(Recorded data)
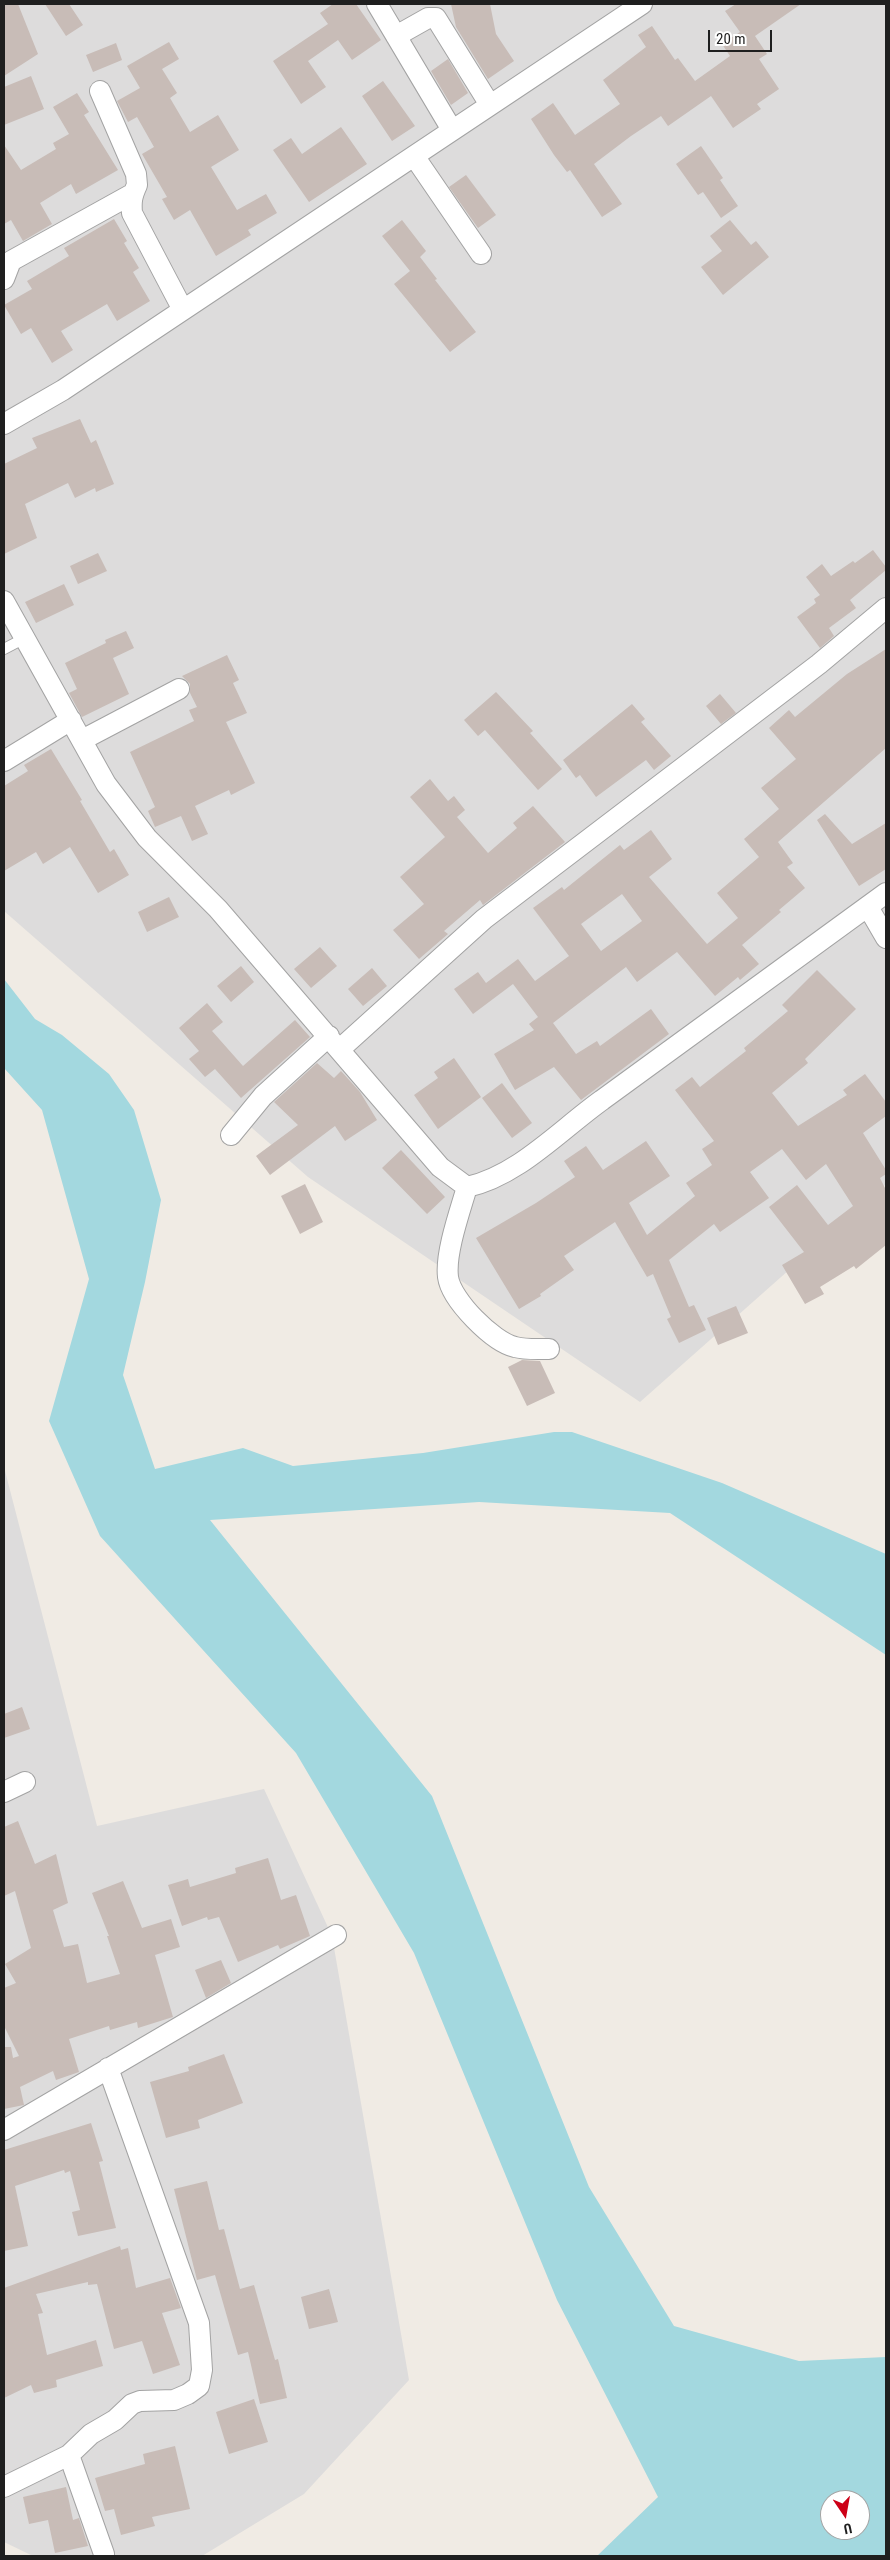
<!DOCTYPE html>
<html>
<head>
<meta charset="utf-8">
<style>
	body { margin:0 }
	#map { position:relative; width:890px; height:2560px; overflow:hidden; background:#f0ebe4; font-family:"Roboto Condensed",sans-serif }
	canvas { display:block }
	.frame { position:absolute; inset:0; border:5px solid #1f1f1f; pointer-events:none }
	.north { position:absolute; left:820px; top:2490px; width:50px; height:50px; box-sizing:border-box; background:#fff; border:1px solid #a5a5a5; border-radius:50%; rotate:168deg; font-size:14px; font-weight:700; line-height:20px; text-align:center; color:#1f1f1f }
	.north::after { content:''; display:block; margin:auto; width:18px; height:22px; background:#cd0017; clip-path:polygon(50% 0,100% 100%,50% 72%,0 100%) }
	.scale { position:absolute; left:708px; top:30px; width:64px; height:22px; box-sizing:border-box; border:2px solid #1f1f1f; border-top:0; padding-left:6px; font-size:15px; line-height:18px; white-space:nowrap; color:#1f1f1f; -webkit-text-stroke:4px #fff; paint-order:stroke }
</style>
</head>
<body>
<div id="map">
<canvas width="890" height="2560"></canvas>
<div class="frame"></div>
<div class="north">U</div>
<div class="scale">20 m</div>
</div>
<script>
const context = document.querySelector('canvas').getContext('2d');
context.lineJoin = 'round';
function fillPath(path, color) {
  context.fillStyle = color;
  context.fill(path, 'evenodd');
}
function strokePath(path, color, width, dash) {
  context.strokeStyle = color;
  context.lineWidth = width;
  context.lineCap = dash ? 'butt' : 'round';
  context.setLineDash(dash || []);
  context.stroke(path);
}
const residential = new Path2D(`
	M4 4H886V1184L640 1402 308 1177 4 911Z
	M4 1467 97 1826 264 1789 332 1936 409 2380 304 2494 202 2556H33L4 2542Z`);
const water = new Path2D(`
	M4 979 35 1019 62 1035 109 1074 134 1110 161 1200 145 1282 123 1375 155 1469 243 1448 293 1466 423 1453 554 1432H572L722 1483 886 1554V1655L670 1513 479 1502 210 1520 432 1796 589 2187 674 2326 799 2361 886 2357V2556H597L658 2497 557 2300 414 1953 296 1753 100 1536 49 1421 89 1279 42 1110 4 1068ZM830 2500H860V2530H830Z`);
const building = new Path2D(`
	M4 4H18L38 54 4 76Z
	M45 4H69L83 25 66 36Z
	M333 4H356L381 40 352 60 338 40 308 61 326 87 301 104 273 61 328 24 320 13Z
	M451 4H490L496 34 514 61 488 79 456 27Z
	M736 4H801L755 36 767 54 759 59 779 89 757 104 761 109 733 128 711 96 668 126 661 116 631 136 594 164 622 204 602 217 570 170 567 172 554 155 531 119 553 103 575 135 620 104 603 80 646 47 638 35 652 26 675 60 678 58 695 81 730 56 722 44 740 32 725 11Z
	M169 42 179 59 162 69 177 93 170 98 190 132 218 115 239 150 211 167 237 210 266 194 277 213 248 230 251 235 216 256 190 210 174 220 162 199 167 197 142 154 154 147 137 117 128 122 117 101 140 88 127 66Z
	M116 43 122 60 93 72 86 55Z
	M448 59 468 93 451 105 431 71Z
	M31 76 44 109 4 125V87Z
	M383 81 415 126 392 141 362 96Z
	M77 93 89 112 84 115 118 170 76 194 71 184 40 203 52 224 23 241 11 220 4 224V145L21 170 56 149 53 143 69 134 53 107Z
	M341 127 367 164 309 202 273 150 291 138 302 154Z
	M701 146 723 178 720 180 738 206 721 218 703 192 698 195 676 164Z
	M466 175 496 215 478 228 449 187Z
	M114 219 127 241 124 243 139 268 133 272 150 301 117 321 107 304 61 331 73 350 52 363 31 328 21 334 4 305 32 289 27 281 69 256 64 248Z
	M402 220 426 251 420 257 437 279 435 280 476 332 450 352 394 284 410 271 382 236Z
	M730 220 751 245 756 241 769 257 723 295 701 267 722 251 710 236Z
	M80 419 91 443 96 440 114 484 96 492 95 488 75 498 68 483 25 504 37 538 4 554V464L37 448 32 438Z
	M873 550 886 567V570L850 600 856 608 829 628 834 636 820 648 797 617 816 603 814 599 820 595 806 577 822 564 831 576 853 561 855 563Z
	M98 553 107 571 78 584 70 566Z
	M64 584 74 605 36 623 25 602Z
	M126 631 134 648 113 658 129 694 82 717 69 693 77 689 65 663 106 643 105 640Z
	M886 649V748L778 842 793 863 787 867 805 888 779 910 781 912 742 945 759 964 740 980 738 977 715 996 677 952 637 982 626 967 553 1023 576 1054 597 1041 600 1046 651 1009 669 1034 581 1100 554 1067 515 1090 494 1054 534 1030 529 1024 538 1017 513 984 473 1014 454 989 478 972 486 983 518 959 535 981 569 956 533 908 562 887 564 890 620 845 624 850 651 830 672 859 649 877 707 944 738 918 717 893 759 857 744 839 779 809 761 788 796 759 769 728 789 710 795 717 847 674ZM622 894 642 921 601 951 581 924Z
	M227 655 239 680 233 683 247 713 226 722 255 783 231 795 229 790 195 806 208 834 192 841 181 816 155 827 148 811 155 807 130 752 194 721 189 710 197 707 190 693V684L182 676Z
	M496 692 533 731 530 733 562 769 538 790 485 730 478 736 464 720Z
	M720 694 736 713 721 724 706 706Z
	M632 704 645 719 641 722 671 756 654 770 646 760 596 797 580 775 576 778 563 760Z
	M51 749 82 800 80 801 110 852 114 849 129 875 98 893 70 847 43 864 36 852 4 871V786L28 771 24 765Z
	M430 779 448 801 454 796 465 810 457 817 488 853 517 828 513 823 533 806 565 842 483 905 480 900 444 931 448 934 419 959 393 930 424 904 400 877 445 837 410 797Z
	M825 814 852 844 886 823V869L859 886 817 820Z
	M169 897 179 917 147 932 138 912Z
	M320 947 337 966 311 988 294 969Z
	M241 966 254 982 231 1002 217 986Z
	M372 968 387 986 363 1006 348 989Z
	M817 970 856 1009 805 1059 808 1063 772 1093 798 1126 847 1095 843 1090 865 1074 886 1102V1116L863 1133 886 1170V1174L880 1178 886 1190V1245L856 1269 854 1266 820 1287 824 1294 805 1304 782 1265 804 1252 769 1207 797 1185 828 1225 853 1206 826 1164 806 1180 782 1149 750 1172 769 1198 720 1232 714 1224 669 1260 689 1307 694 1305 706 1330 679 1343 667 1319 671 1317 653 1274 647 1277 615 1222 564 1256 574 1270 540 1294 541 1296 519 1309 476 1238 536 1203 575 1177 564 1161 586 1146 603 1170 646 1141 670 1176 629 1203 647 1235 695 1196 686 1183 712 1165 702 1149 714 1141 675 1090 692 1077 700 1087 746 1051 744 1048 788 1011 782 1005Z
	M207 1003 223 1022 212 1031 243 1066 295 1020 310 1037 241 1098 215 1069 205 1077 189 1059 199 1051 179 1028Z
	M454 1058 481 1097 438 1129 414 1095 438 1078 434 1072Z
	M317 1063 334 1078 341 1071 360 1092 377 1120 345 1141 335 1126 270 1175 256 1156 298 1125 274 1102Z
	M502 1083 532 1123 512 1138 482 1098Z
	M401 1150 445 1197 427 1214 382 1168Z
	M305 1184 323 1222 300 1234 281 1196Z
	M736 1306 748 1333 718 1345 707 1318Z
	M522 1360 540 1361 555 1393 527 1406 508 1367Z
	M22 1707 30 1729 4 1738V1714Z
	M18 1821 35 1864 56 1854 68 1903 53 1910 64 1947 78 1944 87 1983 120 1974 107 1936H109L92 1893 123 1881 142 1928 171 1919 180 1947 155 1955 173 2017 138 2028 137 2022 110 2030 109 2026 69 2039 79 2072 56 2080 53 2071 20 2087 24 2105 4 2109V2047H11L13 2058 19 2056 4 2026V1988L16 1983 5 1964 31 1948 15 1891 4 1896V1827Z
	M268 1858 281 1900 296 1895 310 1936 280 1949 278 1945 238 1962 219 1917 208 1920 207 1917 182 1926 168 1885 188 1879 190 1887 236 1873 235 1868Z
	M221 1960 231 1983 206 1998 195 1970Z
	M224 2054 243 2103 198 2120 200 2128 166 2138 150 2082 189 2071 188 2067Z
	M91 2123 103 2161 99 2162 116 2228 78 2236 72 2212 80 2210 70 2171 65 2173 64 2170 15 2186 28 2246 4 2251V2150Z
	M207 2181 219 2230 224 2229 240 2289 254 2285 275 2360 278 2359 287 2398 260 2404 248 2352 238 2355 215 2275 197 2280 174 2189Z
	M120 2246 121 2250 128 2248 136 2288 170 2278 181 2308 162 2313 180 2365 153 2374 142 2341 114 2349 97 2284 88 2285V2282L36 2294 43 2313 38 2314 47 2355 96 2340 103 2366 56 2380 57 2387 34 2393 31 2385 4 2398V2288Z
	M329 2289 338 2322 309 2329 301 2297Z
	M254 2399 268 2442 229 2454 216 2412Z
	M175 2446 190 2509 152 2517 155 2526 121 2535 114 2509 105 2511 95 2478 145 2464 143 2454Z
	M66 2487 73 2520 79 2518 88 2546 55 2553 48 2520 29 2524 23 2497Z`);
const lane = new Path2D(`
	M4 649 25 638`);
const street = new Path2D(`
	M377 4 452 130
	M396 36 428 18H436L490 105
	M100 91 136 174 137 185C132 196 131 201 132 213L183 310
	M414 156 481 254
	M4 279 11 261 132 194
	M4 424 63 390 642 4
	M4 601 106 784 147 838 218 909 440 1167 467 1187C518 1176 560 1130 602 1100 697 1031 792 962 886 893
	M82 740 179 689
	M4 761 71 720
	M868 907 886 938
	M340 1049 484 919 819 664 886 608
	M231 1135 263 1096 329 1036
	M467 1187C460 1211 445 1253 448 1277 451 1300 493 1342 515 1347 526 1350 538 1349 549 1349
	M4 1792 25 1782
	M4 2130 336 1935
	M69 2455 104 2554
	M4 2487 69 2455 91 2434 115 2420 132 2404 140 2401 174 2400 188 2394 199 2386 202 2370 199 2323 108 2068`);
fillPath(residential, '#dddcdc');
fillPath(water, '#a3d8df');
fillPath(building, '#c8bcb7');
strokePath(lane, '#a3a3a3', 12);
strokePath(street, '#a3a3a3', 22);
strokePath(lane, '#fff', 10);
strokePath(street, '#fff', 20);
</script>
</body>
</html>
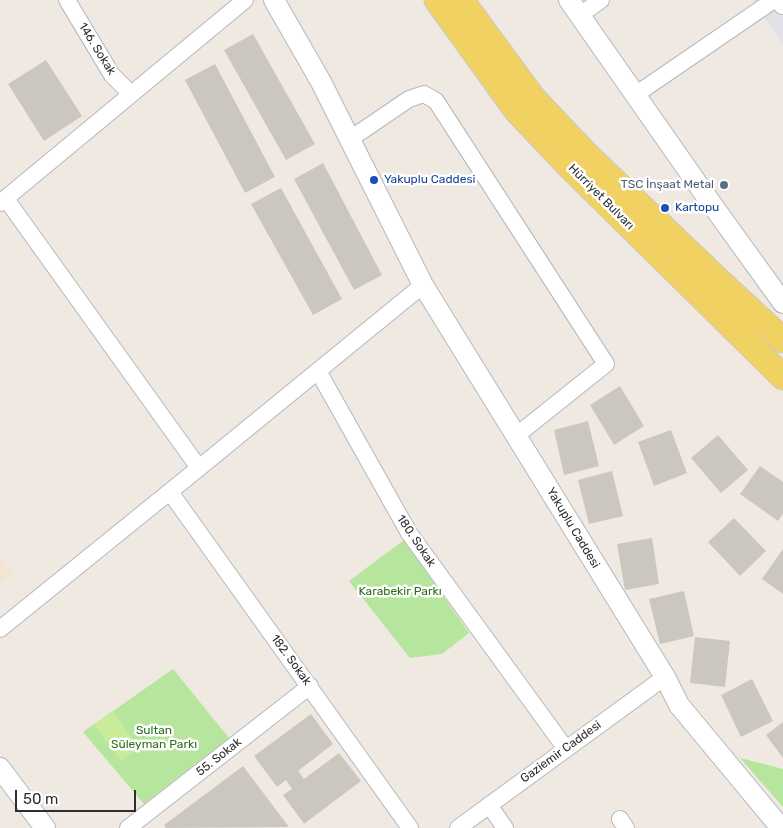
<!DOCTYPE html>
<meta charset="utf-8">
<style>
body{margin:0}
#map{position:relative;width:783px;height:828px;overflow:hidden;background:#efe9e1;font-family:Rubik,sans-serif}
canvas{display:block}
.scale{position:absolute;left:15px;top:790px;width:121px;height:22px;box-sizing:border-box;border:2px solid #2e2e2e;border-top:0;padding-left:6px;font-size:15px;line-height:18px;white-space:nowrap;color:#2e2e2e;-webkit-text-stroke:4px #fff;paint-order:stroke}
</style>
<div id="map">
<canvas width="783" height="828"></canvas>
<div class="scale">50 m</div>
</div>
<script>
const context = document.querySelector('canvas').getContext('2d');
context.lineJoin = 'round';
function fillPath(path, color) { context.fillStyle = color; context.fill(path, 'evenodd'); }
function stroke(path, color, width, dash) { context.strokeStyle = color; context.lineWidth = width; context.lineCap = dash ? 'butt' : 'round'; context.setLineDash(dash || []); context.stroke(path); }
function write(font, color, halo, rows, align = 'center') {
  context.font = font + ' Rubik,sans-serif'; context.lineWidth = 5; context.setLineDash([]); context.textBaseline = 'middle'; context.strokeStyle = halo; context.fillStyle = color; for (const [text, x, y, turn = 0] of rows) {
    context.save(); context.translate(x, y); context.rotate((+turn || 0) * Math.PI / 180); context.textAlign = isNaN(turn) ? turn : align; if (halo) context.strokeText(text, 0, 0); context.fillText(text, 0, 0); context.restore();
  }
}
fillPath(new Path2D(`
 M753,0H783V45Z`), '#e3e1e8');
fillPath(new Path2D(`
 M0,556L13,573L0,584Z`), '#f0e6d1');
fillPath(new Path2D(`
 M404,540L469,633L442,654L410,658L349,581Z
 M173,669L229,738L144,804L83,732Z
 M740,758L783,769V807Z`), '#b6e59e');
fillPath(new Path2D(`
 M112,711L139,747L121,761L94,725Z`), '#c9ec9a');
fillPath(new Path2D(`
 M253,34L315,144L286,160L224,50Z
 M46,60L82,116L44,141L8,84Z
 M215,64L275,177L245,193L185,80Z
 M323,163L382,275L354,290L294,179Z
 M281,188L342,299L313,315L251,204Z
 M620,386L644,426L614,445L590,405Z
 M588,421L599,466L564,475L554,430Z
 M671,430L687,473L654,486L638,442Z
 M718,435L748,470L721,493L691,458Z
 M760,466L783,482V514L778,521L740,494Z
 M612,471L623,516L589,524L578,480Z
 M734,518L766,551L740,576L708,542Z
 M652,538L659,584L625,590L617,544Z
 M783,549V594L762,579Z
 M684,591L694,636L660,644L649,599Z
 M695,637L730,641L725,687L690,683Z
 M752,679L773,721L741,737L721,695Z
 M311,714L333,744L298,771L304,779L339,753L361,781L304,824L283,795L292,789L286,780L277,787L254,756Z
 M783,722V758L766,735Z
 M243,766L289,827L166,828L164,825Z`), '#cbc7bf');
const minor = new Path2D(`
 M67,0L112,75L131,94
 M580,15L601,0
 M635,95L774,0
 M350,139L409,99L424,94L436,101L606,364L517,435
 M6,199L199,468
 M0,203L245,0
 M318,371L409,533L566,749
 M170,492L410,828
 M0,629L199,468L423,285
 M489,805L505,828
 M620,819L626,828
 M128,828L310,686
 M458,828L665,677`);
const tertiary = new Path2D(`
 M274,0L321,82L423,285L665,677L679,705L781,828
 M569,0L713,206L783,303
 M780,0L783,4
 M0,768L45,828`);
const primary = new Path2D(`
 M437,0L517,111L571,168L783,377
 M461,0L533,98L586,154L720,282L783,340`);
stroke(minor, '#b4b7c1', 18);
stroke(tertiary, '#b4b7c1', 22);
stroke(primary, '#c9c9c9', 27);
stroke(minor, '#fff', 16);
stroke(tertiary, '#fff', 20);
stroke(primary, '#f2d163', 25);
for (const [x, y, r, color] of [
 [374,180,5,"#1a4fb4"],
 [724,185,5,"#5c6f8a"],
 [665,208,5,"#1a4fb4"]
]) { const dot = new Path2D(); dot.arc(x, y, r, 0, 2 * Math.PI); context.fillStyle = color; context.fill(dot); stroke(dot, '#fff', 2); }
write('12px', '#2e2e2e', '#fff', [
 ["146. Sokak",97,49,58],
 ["Hürriyet Bulvarı",601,197,45],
 ["Yakuplu Caddesi",573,528,59],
 ["180. Sokak",416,541,56],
 ["182. Sokak",291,660,54],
 ["Gaziemir Caddesi",561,752,-36],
 ["55. Sokak",219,757,-38]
]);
write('12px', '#164399', '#fff', [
 ["Yakuplu Caddesi",384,180],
 ["Kartopu",675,208]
], 'left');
write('12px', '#4e5e75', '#fff', [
 ["TSC İnşaat Metal",714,185]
], 'right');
write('12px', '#2c6e1b', '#fff', [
 ["Karabekir Parkı",400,592],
 ["Sultan",154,731],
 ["Süleyman Parkı",154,745]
]);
</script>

_YOUR OBJECTIVE_. Scan the entries above for the word "turn". Report the lines that hold it.

_RESPONSE BOX_.
  context.font = font + ' Rubik,sans-serif'; context.lineWidth = 5; context.setLineDash([]); context.textBaseline = 'middle'; context.strokeStyle = halo; context.fillStyle = color; for (const [text, x, y, turn = 0] of rows) {
    context.save(); context.translate(x, y); context.rotate((+turn || 0) * Math.PI / 180); context.textAlign = isNaN(turn) ? turn : align; if (halo) context.strokeText(text, 0, 0); context.fillText(text, 0, 0); context.restore();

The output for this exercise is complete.